• [Task prompt] Identify each line below containing the string "read" and copy it.
━━ Data records ━━
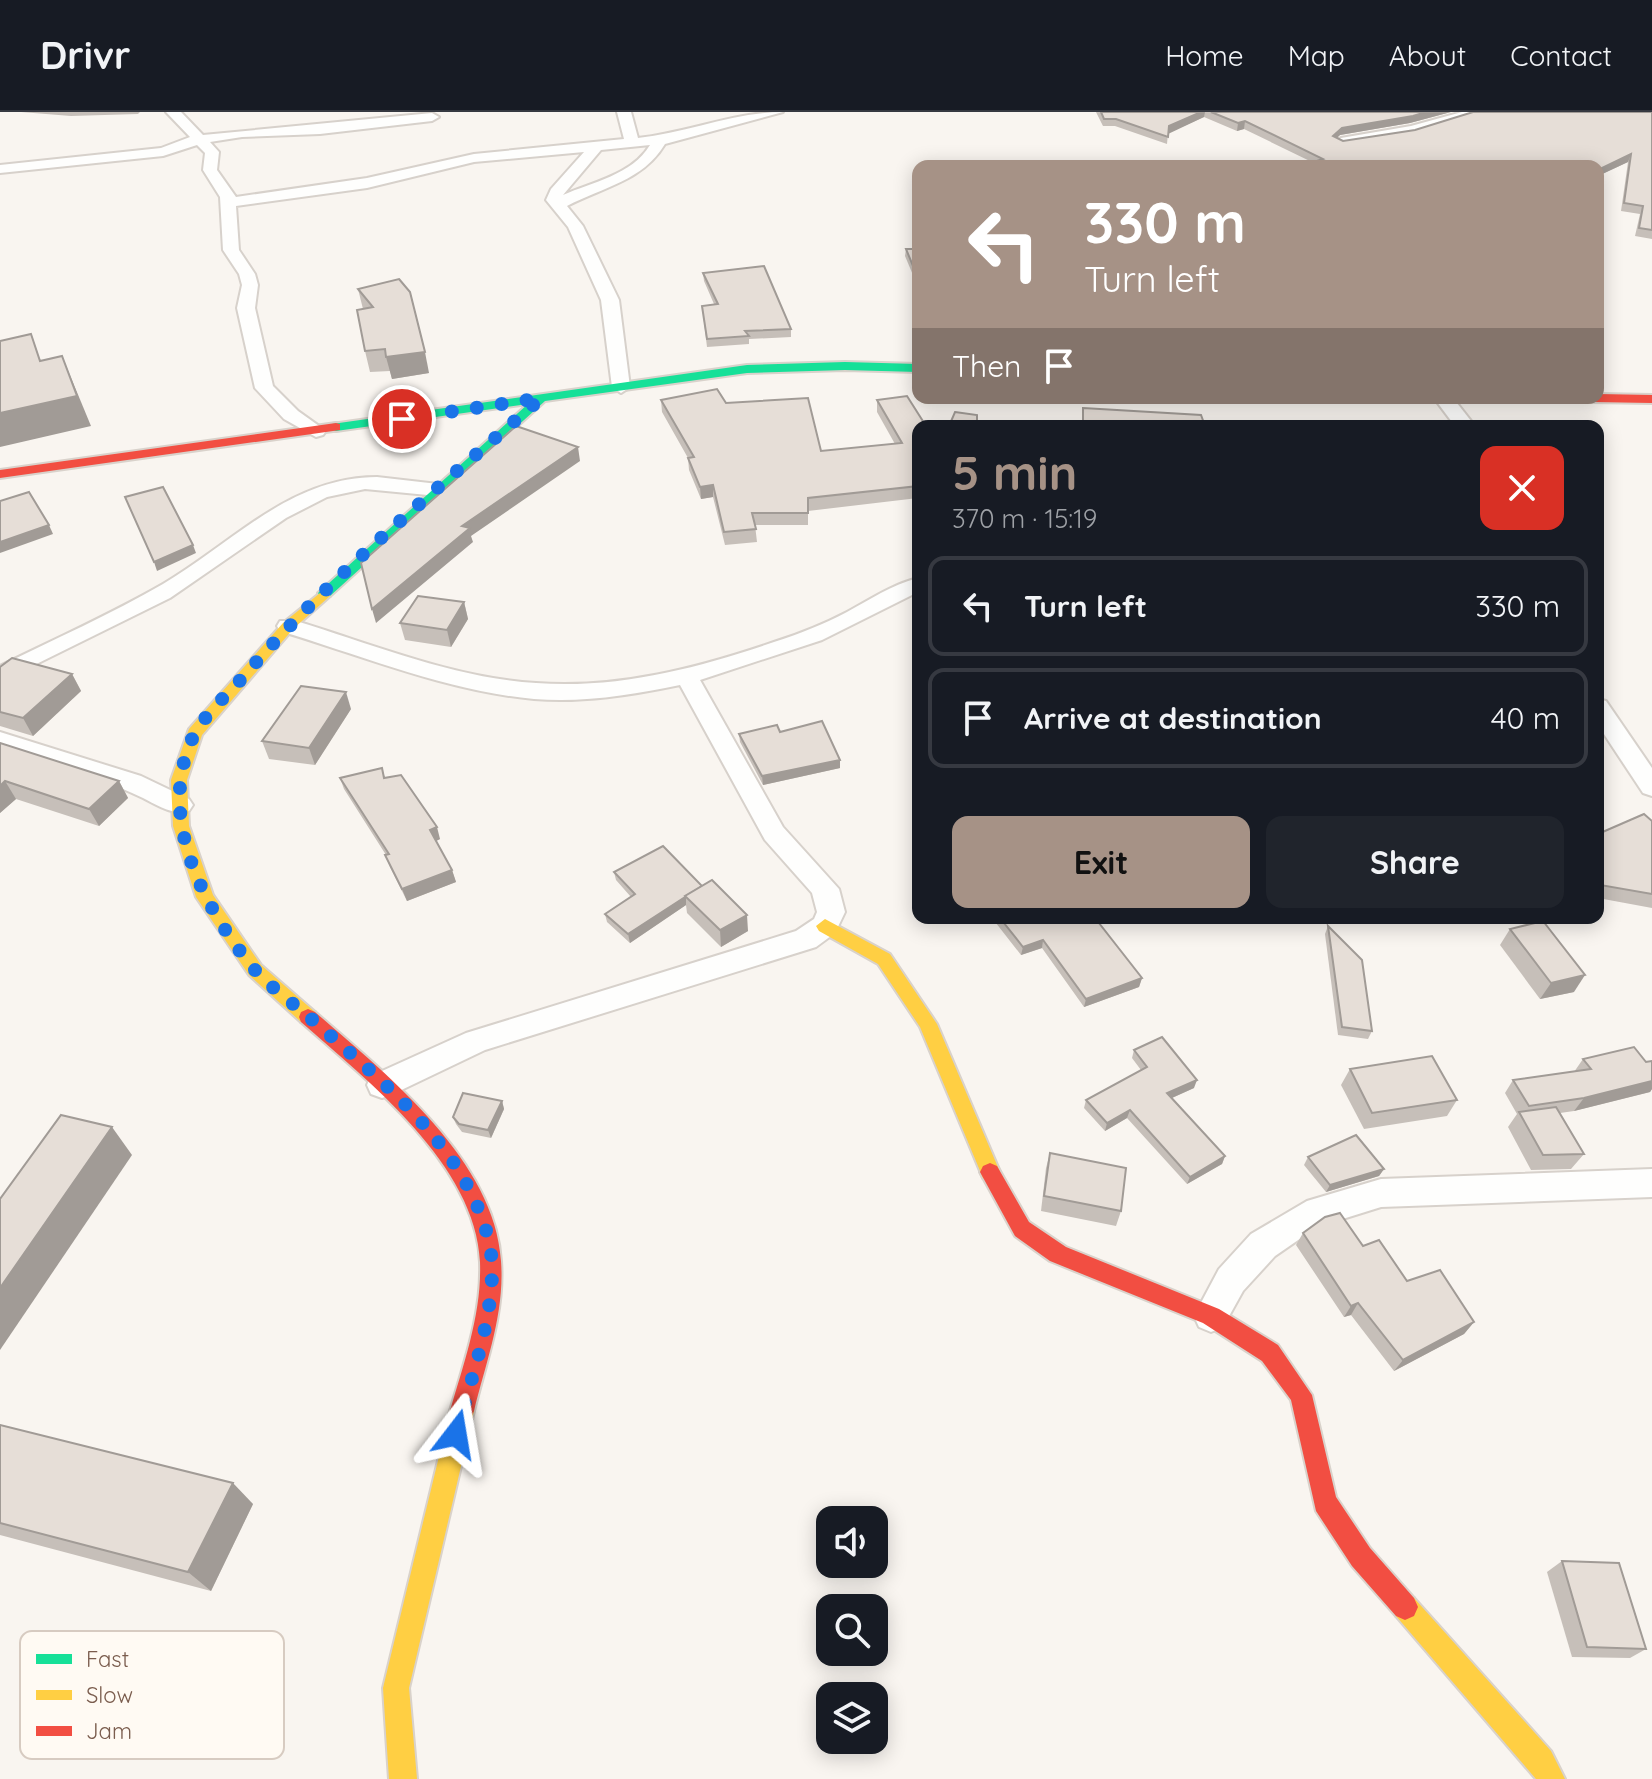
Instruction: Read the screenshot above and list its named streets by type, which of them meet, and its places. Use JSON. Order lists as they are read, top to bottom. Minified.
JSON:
{"legend":["Fast","Slow","Jam"],"page":{"header":"Drivr","nav":["Home","Map","About","Contact"],"turn":["330 m","Turn left"],"then":"Then","heading":["5 min","370 m · 15:19"],"list":[{"name":"Turn left","value":"330 m"},{"name":"Arrive at destination","value":"40 m"}],"buttons":["Exit","Share"]}}
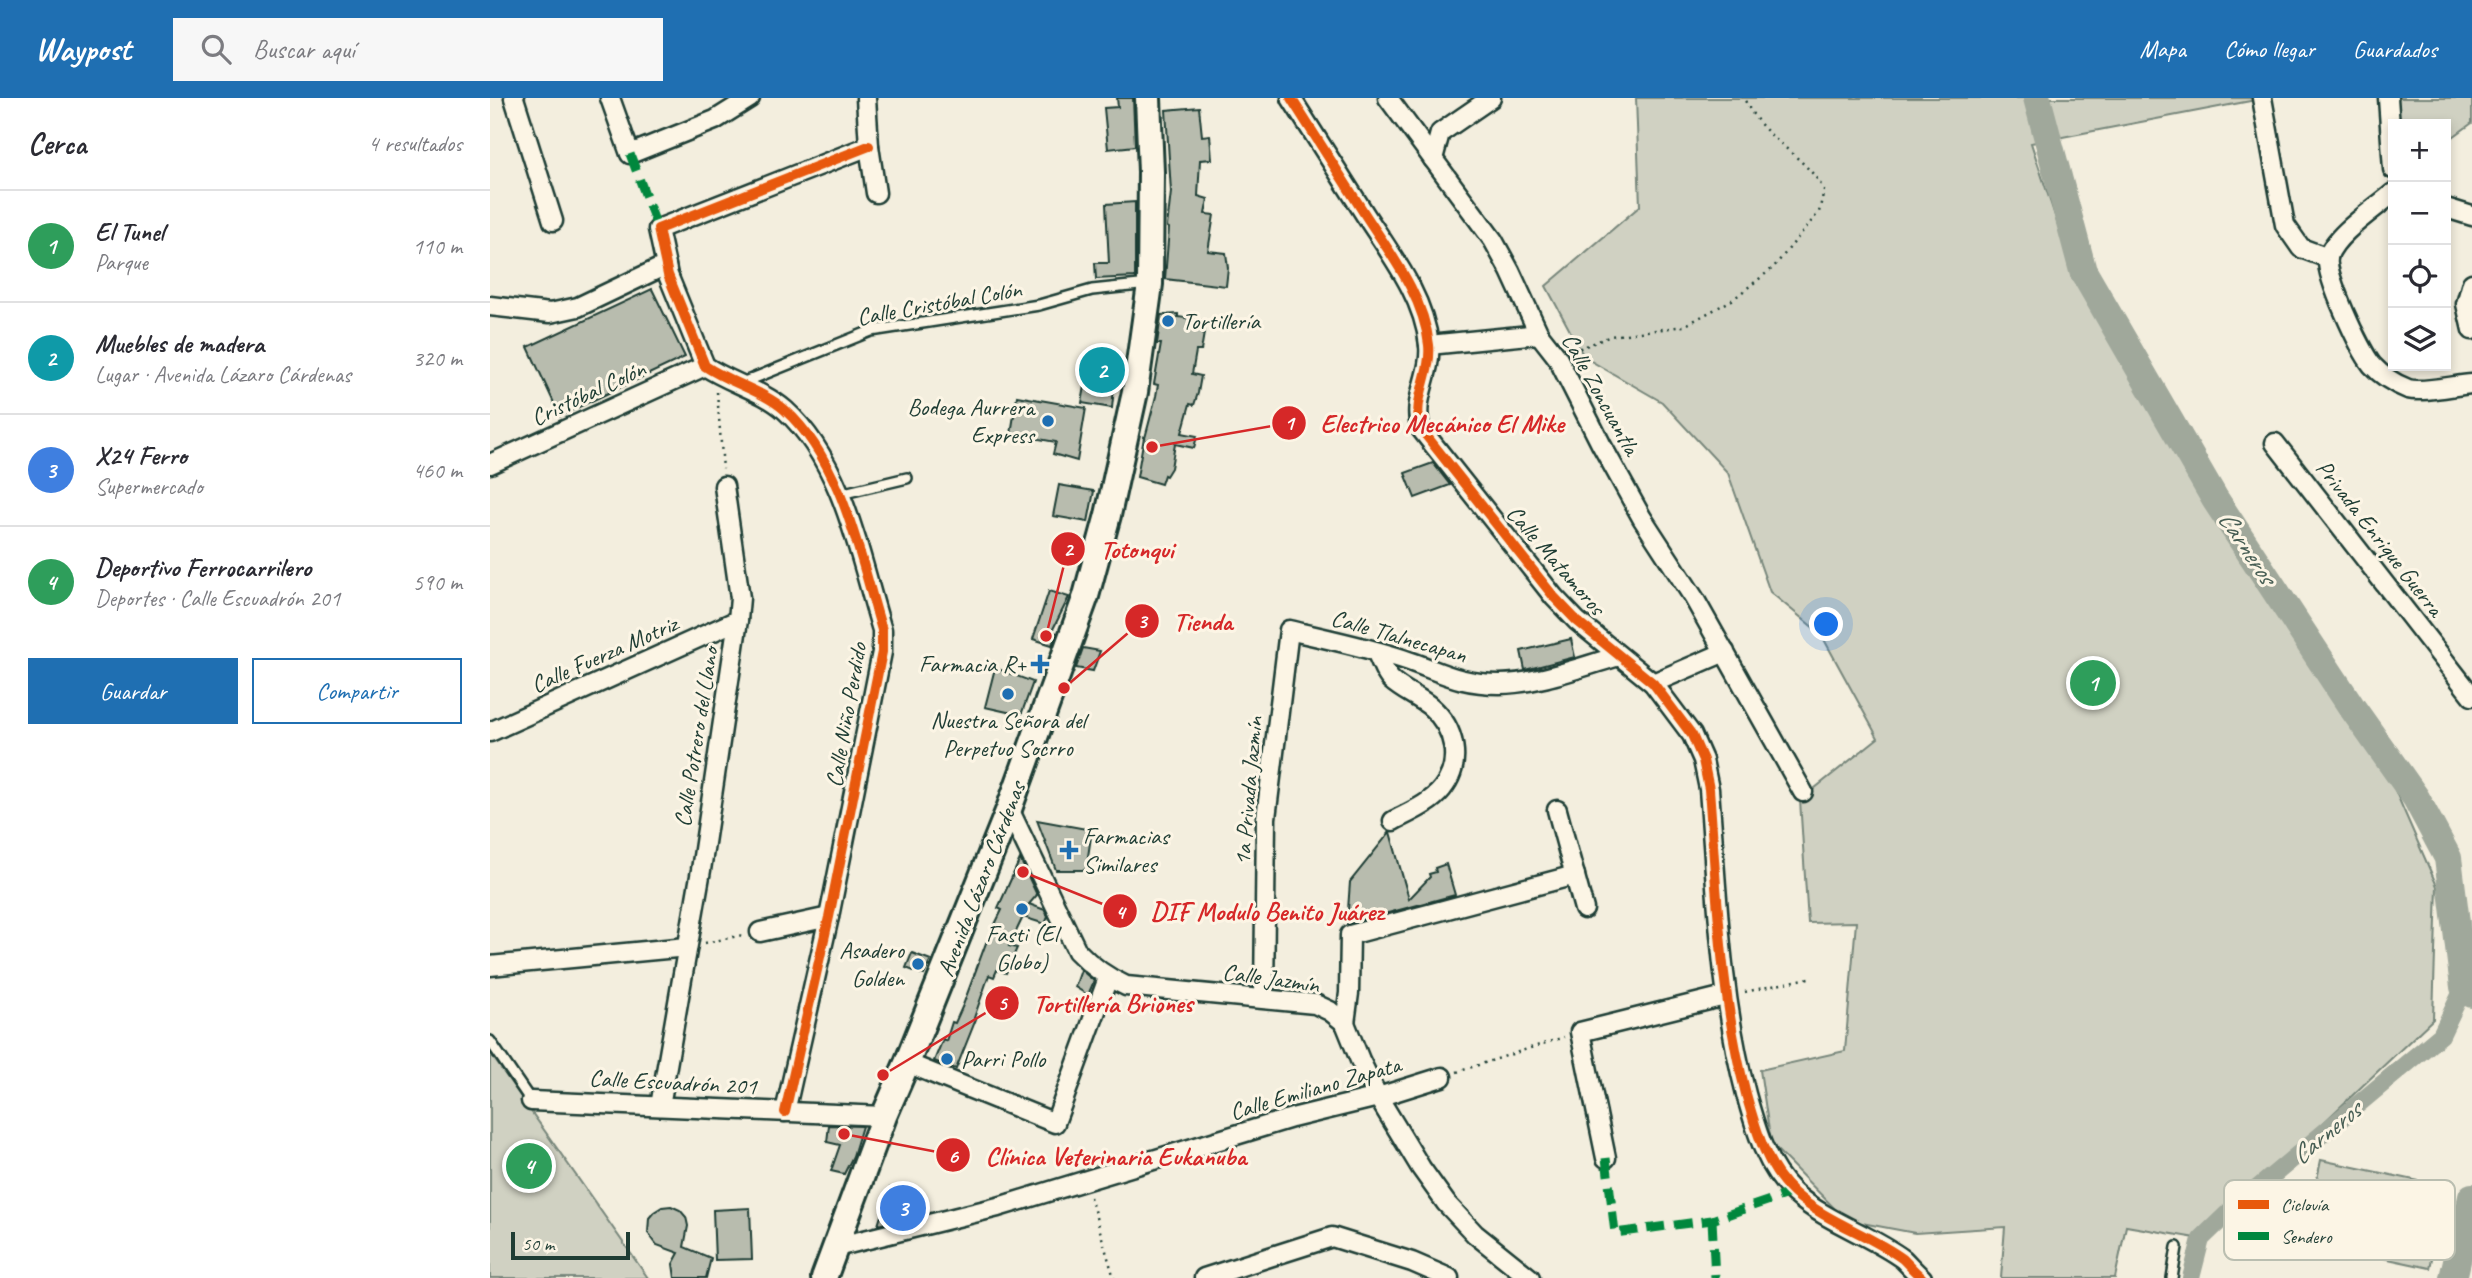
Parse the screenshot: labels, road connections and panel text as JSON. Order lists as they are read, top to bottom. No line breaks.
{"streets":{"main road":["Avenida Lázaro Cárdenas"],"street":["Cristóbal Colón","Calle Zoncuantla","Privada Enrique Guerra","Calle Matamoros","Calle Tlalnecapan","Calle Fuerza Motriz","Calle Niño Perdido","Calle Potrero del Llano","1a Privada Jazmín","Calle Jazmín","Calle Escuadrón 201","Calle Emiliano Zapata"],"lane":["Calle Cristóbal Colón"]},"crossings":[["Calle Cristóbal Colón","Calle Niño Perdido"],["Calle Cristóbal Colón","Avenida Lázaro Cárdenas"],["Cristóbal Colón","Calle Niño Perdido"],["Calle Matamoros","Calle Tlalnecapan"],["Calle Tlalnecapan","1a Privada Jazmín"],["Calle Fuerza Motriz","Calle Potrero del Llano"],["Calle Niño Perdido","Calle Escuadrón 201"],["Calle Potrero del Llano","Calle Escuadrón 201"],["1a Privada Jazmín","Calle Jazmín"],["Avenida Lázaro Cárdenas","Calle Jazmín"],["Avenida Lázaro Cárdenas","Calle Escuadrón 201"],["Avenida Lázaro Cárdenas","Calle Emiliano Zapata"],["Calle Jazmín","Calle Emiliano Zapata"]],"water":["Carneros"],"places":{"other":["Tortillería","Bodega Aurrera Express","Electrico Mecánico El Mike","Totonqui","Tienda","Nuestra Señora del Perpetuo Socrro","DIF Modulo Benito Juárez","Fasti (El Globo)","Asadero Golden","Parri Pollo","Tortillería Briones","Clínica Veterinaria Eukanuba"],"health":["Farmacia R+","Farmacias Similares"]},"legend":["Ciclovía","Sendero"],"scale_bar":"50 m","page":{"header":"Waypost","search":"Buscar aquí","nav":["Mapa","Cómo llegar","Guardados"],"heading":["Cerca","4 resultados"],"map_buttons":["+","−"],"list":[{"mark":"1","name":"El Tunel","note":"Parque","value":"110 m"},{"mark":"2","name":"Muebles de madera","note":"Lugar · Avenida Lázaro Cárdenas","value":"320 m"},{"mark":"3","name":"X24 Ferro","note":"Supermercado","value":"460 m"},{"mark":"4","name":"Deportivo Ferrocarrilero","note":"Deportes · Calle Escuadrón 201","value":"590 m"}],"pins":["2","1","4","3"],"buttons":["Guardar","Compartir"],"scale":"50 m"}}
━━━
• [Result]
Instruction: Read the screenshot above and list its named streets by type, which of them meet, and its places. Use JSON. Order lists as they are read, top to bottom. Minified.
Parse the screenshot: labels, road connections and panel text as JSON. Order lists as they are read, top to bottom. No line breaks.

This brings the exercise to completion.